(WORK INSTRUCTION) Each line of the data below that includes the string "lineJoin" must be copied.

*** EXERCISE INPUT ***

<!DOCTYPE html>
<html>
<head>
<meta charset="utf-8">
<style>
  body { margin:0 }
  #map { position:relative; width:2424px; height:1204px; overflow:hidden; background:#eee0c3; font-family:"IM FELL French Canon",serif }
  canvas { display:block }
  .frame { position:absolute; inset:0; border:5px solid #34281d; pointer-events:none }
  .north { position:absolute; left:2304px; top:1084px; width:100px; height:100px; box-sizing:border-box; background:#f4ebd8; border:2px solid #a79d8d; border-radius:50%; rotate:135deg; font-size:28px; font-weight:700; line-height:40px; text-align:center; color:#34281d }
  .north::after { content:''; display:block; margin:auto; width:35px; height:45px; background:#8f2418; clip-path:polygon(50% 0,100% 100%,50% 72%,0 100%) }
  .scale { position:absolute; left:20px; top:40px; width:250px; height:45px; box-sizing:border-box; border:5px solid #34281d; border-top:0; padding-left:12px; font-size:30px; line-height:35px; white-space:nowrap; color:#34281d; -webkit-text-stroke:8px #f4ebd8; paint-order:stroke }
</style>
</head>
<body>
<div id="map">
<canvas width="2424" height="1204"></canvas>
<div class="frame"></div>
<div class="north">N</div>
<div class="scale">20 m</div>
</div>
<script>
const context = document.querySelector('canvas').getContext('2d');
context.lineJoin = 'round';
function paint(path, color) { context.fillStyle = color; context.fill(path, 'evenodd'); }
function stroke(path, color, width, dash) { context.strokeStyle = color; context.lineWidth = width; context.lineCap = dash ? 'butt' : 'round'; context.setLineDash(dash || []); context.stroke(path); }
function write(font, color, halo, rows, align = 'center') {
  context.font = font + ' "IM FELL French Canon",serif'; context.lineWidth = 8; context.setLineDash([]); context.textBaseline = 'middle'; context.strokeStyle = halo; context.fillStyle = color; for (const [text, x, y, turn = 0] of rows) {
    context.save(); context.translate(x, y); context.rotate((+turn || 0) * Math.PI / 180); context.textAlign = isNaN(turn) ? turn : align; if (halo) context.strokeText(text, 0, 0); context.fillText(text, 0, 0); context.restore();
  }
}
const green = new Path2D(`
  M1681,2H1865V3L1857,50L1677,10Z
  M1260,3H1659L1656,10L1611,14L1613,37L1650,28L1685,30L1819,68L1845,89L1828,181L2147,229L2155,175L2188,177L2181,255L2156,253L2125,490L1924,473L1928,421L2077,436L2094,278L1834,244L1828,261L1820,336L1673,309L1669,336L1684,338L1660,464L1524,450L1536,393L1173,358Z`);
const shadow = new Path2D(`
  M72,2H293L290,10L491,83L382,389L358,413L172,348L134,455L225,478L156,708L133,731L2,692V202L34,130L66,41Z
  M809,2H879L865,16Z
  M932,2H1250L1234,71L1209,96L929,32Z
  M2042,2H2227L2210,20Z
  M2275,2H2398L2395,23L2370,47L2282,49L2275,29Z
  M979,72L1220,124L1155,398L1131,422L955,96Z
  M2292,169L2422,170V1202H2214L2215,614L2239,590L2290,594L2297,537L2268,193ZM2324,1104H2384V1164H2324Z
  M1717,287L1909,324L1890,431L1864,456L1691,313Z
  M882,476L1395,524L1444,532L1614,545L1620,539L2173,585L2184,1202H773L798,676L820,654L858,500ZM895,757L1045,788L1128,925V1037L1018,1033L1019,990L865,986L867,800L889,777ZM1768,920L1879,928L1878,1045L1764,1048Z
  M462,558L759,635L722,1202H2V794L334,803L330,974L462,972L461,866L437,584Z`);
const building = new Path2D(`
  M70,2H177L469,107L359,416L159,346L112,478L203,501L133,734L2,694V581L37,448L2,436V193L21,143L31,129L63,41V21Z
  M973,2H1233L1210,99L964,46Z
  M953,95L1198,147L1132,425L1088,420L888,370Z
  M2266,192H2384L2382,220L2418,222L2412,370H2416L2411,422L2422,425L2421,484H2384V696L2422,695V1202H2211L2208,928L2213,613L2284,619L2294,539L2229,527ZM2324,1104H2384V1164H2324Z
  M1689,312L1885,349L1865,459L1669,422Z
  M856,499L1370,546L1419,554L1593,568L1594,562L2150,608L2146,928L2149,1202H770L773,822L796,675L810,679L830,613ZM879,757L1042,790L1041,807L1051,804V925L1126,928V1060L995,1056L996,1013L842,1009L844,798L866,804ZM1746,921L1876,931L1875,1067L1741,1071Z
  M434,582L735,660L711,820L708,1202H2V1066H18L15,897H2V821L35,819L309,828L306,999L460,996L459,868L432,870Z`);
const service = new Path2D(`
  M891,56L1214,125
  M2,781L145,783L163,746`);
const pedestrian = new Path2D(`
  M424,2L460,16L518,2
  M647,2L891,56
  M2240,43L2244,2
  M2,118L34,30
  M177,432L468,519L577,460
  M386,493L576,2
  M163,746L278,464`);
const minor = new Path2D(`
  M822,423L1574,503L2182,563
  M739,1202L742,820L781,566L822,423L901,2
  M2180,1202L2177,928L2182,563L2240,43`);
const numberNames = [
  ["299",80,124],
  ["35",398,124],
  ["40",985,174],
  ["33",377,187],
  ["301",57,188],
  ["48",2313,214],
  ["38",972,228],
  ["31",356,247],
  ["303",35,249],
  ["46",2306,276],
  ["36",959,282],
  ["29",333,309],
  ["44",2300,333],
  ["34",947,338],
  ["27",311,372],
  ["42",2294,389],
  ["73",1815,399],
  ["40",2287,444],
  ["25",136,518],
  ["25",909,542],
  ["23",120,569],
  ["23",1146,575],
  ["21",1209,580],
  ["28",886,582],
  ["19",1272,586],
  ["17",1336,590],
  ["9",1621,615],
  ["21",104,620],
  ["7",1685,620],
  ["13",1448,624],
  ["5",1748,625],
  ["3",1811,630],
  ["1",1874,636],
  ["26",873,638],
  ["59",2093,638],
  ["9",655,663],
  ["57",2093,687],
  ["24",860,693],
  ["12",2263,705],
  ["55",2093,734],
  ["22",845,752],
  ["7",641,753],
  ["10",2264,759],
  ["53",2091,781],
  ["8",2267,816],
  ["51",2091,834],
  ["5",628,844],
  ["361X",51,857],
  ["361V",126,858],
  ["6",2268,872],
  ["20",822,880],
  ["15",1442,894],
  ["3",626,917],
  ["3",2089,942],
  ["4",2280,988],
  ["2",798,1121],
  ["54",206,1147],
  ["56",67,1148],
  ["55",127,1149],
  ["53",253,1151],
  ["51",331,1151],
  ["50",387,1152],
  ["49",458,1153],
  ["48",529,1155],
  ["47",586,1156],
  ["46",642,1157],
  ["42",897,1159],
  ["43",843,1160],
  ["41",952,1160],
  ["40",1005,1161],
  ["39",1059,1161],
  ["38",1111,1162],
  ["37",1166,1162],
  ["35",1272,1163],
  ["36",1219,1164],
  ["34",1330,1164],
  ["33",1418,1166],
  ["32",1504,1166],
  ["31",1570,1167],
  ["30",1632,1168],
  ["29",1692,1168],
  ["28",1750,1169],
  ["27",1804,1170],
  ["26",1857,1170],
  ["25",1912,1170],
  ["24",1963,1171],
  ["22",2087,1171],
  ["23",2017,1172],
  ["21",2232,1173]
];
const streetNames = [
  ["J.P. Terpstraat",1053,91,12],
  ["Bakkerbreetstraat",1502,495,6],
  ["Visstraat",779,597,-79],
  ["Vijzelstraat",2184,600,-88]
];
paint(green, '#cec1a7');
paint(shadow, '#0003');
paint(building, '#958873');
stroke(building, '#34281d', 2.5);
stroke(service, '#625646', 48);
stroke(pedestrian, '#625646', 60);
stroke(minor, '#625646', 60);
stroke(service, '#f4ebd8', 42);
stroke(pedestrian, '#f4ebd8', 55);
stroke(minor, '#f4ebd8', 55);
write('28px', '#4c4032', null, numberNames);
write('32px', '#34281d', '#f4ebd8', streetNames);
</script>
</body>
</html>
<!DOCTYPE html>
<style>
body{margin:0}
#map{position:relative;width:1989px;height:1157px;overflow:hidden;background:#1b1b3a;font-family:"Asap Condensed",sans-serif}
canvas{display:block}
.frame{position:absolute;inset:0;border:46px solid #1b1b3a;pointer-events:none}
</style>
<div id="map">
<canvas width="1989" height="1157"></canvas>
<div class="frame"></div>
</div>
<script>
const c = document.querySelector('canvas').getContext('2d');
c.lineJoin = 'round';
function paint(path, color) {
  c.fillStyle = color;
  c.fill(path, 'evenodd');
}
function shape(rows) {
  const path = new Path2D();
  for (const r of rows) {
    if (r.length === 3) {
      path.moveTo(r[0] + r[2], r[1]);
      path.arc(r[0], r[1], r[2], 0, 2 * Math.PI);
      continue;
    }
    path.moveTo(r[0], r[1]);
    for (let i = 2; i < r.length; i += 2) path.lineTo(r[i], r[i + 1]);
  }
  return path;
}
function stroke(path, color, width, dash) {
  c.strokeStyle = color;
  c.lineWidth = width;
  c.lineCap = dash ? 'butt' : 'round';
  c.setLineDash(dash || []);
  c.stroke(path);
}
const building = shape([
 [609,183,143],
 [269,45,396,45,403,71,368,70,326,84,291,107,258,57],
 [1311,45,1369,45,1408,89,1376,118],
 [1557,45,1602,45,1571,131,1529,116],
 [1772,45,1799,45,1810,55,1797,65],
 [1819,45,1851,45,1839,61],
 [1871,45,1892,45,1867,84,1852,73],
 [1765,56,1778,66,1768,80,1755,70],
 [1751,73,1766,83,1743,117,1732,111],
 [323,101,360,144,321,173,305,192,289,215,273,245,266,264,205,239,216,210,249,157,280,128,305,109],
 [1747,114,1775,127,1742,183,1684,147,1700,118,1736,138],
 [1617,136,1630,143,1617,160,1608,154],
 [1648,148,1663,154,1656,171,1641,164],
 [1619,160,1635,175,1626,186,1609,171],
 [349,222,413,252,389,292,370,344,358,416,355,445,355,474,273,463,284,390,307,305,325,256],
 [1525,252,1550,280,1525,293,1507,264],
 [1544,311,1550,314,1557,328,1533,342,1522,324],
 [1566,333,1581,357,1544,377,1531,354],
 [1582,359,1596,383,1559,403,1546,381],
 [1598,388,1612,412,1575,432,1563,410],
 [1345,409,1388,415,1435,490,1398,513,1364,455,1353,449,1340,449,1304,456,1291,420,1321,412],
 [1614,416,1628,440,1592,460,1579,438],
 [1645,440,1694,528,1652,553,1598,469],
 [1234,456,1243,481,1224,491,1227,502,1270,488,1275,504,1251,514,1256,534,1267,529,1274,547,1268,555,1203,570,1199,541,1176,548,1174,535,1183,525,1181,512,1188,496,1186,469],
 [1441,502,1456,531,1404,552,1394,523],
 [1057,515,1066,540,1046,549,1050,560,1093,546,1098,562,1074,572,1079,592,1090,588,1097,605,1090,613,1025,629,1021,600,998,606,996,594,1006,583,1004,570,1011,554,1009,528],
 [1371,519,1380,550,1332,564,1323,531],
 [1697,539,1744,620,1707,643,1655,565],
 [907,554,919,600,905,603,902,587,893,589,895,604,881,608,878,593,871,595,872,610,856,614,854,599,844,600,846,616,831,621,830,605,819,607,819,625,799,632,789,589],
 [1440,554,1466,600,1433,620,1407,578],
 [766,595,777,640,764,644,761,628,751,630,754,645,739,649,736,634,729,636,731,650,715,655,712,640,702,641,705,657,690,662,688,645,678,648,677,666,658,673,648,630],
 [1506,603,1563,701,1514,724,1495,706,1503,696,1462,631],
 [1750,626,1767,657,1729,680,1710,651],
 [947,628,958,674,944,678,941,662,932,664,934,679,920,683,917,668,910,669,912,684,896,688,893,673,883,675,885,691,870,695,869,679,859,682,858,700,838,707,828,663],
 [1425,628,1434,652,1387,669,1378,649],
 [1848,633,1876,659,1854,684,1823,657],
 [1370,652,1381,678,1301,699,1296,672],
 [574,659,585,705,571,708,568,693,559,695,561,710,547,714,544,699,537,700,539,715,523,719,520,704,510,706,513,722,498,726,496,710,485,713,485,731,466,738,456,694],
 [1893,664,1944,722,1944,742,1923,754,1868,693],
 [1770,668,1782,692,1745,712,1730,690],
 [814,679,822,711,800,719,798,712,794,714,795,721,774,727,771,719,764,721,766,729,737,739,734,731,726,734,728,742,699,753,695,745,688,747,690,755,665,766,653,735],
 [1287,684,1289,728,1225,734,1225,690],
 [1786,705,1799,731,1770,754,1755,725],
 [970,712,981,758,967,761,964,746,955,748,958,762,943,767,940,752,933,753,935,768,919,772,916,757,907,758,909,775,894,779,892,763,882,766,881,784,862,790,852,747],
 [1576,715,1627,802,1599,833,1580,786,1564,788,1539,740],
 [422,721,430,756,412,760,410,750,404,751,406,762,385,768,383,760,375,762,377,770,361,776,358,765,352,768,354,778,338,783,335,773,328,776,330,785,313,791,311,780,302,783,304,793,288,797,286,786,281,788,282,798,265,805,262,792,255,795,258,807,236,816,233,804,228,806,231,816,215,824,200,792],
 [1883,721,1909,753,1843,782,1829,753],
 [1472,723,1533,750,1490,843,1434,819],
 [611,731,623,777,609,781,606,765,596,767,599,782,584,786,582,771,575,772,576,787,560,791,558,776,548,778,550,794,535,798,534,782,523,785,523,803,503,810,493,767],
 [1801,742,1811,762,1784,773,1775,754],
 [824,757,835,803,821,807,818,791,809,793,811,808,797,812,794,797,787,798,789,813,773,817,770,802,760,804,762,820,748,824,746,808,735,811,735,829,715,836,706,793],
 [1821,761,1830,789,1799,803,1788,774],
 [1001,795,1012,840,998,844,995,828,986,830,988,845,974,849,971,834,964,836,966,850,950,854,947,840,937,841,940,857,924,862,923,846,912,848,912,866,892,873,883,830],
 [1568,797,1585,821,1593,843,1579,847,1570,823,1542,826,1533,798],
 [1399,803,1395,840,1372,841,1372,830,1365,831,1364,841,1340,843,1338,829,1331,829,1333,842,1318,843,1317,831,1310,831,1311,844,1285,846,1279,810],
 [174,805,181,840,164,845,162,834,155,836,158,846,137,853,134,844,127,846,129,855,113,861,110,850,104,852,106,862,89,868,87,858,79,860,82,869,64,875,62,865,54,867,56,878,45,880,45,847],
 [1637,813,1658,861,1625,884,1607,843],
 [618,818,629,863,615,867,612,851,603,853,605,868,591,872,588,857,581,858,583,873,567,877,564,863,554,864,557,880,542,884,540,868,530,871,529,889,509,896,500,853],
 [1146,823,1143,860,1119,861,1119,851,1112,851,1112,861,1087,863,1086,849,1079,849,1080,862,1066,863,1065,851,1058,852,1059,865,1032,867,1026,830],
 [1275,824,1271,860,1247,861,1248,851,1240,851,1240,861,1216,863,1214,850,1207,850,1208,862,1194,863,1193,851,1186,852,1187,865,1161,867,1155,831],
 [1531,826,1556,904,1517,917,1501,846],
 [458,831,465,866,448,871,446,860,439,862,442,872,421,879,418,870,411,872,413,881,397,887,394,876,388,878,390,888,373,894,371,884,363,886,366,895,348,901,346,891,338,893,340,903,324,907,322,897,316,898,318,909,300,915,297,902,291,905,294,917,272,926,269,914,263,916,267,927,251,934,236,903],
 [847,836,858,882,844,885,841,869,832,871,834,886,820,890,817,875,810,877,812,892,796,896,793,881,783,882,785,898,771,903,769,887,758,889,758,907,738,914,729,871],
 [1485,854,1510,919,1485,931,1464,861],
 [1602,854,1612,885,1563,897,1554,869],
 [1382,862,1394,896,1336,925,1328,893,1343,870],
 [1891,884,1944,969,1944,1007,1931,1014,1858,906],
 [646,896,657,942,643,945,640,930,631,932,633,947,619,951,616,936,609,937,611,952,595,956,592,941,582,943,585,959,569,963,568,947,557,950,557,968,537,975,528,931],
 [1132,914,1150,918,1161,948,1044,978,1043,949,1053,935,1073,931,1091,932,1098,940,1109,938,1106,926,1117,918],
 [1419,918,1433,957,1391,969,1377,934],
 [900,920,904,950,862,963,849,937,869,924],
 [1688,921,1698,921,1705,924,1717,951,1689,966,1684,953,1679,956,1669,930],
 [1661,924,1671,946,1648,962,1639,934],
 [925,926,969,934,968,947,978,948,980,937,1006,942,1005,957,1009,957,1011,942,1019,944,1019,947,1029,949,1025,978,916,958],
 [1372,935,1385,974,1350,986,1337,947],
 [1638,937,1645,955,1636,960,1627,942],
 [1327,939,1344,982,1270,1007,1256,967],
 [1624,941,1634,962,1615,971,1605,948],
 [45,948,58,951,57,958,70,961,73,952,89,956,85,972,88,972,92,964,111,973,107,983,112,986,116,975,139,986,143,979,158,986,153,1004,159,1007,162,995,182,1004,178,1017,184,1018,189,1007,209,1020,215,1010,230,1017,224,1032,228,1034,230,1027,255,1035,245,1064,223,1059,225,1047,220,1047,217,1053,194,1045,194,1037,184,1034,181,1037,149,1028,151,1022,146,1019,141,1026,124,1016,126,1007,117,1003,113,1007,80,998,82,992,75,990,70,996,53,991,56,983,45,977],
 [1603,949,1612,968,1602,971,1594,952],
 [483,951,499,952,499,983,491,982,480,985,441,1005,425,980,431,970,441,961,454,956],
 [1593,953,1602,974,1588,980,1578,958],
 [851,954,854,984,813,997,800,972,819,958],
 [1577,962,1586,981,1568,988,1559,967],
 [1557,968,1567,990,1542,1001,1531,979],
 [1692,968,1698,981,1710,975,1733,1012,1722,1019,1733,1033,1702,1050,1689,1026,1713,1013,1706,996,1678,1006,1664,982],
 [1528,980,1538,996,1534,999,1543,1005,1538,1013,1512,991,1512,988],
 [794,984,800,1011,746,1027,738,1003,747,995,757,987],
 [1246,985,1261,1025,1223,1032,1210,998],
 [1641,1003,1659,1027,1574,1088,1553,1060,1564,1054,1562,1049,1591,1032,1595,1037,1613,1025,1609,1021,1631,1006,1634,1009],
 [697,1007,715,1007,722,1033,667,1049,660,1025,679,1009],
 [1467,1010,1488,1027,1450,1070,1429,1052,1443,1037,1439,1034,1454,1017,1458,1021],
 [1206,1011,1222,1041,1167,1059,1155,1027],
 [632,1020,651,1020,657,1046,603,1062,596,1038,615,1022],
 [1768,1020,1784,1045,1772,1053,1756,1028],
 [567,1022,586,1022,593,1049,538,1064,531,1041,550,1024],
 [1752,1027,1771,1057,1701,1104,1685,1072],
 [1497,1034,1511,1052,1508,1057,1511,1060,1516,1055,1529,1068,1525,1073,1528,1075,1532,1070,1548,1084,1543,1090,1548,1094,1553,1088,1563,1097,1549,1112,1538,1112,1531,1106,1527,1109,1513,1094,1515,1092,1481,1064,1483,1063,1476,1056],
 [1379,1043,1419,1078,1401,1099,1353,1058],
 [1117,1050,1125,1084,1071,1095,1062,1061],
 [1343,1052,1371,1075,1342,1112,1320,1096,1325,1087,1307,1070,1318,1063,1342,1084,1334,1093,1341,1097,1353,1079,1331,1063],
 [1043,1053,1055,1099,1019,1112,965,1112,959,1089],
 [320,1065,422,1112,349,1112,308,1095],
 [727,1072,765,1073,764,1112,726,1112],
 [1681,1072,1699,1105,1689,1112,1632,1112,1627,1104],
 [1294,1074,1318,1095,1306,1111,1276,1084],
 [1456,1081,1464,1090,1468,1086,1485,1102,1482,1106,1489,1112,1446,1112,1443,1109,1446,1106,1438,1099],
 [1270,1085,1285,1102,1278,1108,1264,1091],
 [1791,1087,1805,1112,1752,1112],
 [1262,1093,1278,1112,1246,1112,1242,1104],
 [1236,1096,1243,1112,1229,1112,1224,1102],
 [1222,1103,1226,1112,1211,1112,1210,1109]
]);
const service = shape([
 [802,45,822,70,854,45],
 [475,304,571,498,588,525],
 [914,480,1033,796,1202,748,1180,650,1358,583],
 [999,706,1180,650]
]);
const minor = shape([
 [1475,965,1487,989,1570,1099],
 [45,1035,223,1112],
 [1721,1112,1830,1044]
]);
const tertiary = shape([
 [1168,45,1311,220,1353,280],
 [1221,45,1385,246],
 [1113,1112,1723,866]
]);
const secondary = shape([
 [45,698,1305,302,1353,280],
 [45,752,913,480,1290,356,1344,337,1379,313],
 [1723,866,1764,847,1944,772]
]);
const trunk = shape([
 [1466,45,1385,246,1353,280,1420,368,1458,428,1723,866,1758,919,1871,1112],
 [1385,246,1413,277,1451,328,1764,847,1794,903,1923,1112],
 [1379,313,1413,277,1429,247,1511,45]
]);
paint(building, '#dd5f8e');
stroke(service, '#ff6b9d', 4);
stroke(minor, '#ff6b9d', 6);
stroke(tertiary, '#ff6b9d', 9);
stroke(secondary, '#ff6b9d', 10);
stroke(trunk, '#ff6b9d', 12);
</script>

*** End of EXERCISE INPUT ***

(PROBLEM SOLUTION)
context.lineJoin = 'round';
c.lineJoin = 'round';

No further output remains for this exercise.